Task requirements - Filter the entries for the word "улица". Copy each line in which it occurs.

Collected data entries:

═══

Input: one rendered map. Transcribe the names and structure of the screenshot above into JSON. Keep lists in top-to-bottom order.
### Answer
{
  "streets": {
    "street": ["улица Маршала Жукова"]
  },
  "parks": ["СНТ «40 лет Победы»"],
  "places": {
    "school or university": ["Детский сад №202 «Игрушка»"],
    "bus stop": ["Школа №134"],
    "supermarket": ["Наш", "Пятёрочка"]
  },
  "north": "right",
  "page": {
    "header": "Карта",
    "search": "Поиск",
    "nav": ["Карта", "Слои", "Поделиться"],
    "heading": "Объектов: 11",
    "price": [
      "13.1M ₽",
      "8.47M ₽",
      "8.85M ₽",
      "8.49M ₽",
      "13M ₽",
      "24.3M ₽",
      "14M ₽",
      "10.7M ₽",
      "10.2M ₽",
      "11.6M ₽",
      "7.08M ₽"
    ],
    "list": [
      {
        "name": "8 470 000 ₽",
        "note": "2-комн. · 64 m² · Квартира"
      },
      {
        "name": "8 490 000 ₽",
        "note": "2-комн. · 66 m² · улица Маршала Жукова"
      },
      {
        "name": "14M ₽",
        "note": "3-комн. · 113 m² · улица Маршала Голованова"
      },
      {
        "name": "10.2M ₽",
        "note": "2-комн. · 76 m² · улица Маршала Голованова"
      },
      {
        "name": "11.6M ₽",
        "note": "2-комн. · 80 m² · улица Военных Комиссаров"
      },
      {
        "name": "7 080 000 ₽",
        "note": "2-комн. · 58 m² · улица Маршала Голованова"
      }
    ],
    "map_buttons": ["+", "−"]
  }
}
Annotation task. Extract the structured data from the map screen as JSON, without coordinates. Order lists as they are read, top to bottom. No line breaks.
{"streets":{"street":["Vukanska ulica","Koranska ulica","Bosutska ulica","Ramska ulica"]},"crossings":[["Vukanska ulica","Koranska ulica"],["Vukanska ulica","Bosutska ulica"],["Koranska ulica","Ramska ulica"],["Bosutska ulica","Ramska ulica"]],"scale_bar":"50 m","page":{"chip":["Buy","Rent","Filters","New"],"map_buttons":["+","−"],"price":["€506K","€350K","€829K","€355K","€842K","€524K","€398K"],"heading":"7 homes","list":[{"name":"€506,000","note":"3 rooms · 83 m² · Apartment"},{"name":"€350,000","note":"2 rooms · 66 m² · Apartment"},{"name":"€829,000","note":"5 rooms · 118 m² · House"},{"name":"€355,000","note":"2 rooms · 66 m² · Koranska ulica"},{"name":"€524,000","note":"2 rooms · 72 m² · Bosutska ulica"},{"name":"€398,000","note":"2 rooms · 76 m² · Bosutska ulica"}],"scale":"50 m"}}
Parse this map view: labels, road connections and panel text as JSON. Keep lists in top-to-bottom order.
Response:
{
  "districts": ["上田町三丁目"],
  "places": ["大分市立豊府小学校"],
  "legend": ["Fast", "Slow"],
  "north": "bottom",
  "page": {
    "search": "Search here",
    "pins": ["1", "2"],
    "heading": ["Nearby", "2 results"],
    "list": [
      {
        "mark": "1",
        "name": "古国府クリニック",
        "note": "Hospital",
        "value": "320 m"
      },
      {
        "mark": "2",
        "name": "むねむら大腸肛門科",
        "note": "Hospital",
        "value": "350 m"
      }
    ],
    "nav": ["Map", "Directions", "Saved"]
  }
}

═══

Expected answer -
    "street": ["улица Маршала Жукова"]
        "note": "2-комн. · 66 m² · улица Маршала Жукова"
        "note": "3-комн. · 113 m² · улица Маршала Голованова"
        "note": "2-комн. · 76 m² · улица Маршала Голованова"
        "note": "2-комн. · 80 m² · улица Военных Комиссаров"
        "note": "2-комн. · 58 m² · улица Маршала Голованова"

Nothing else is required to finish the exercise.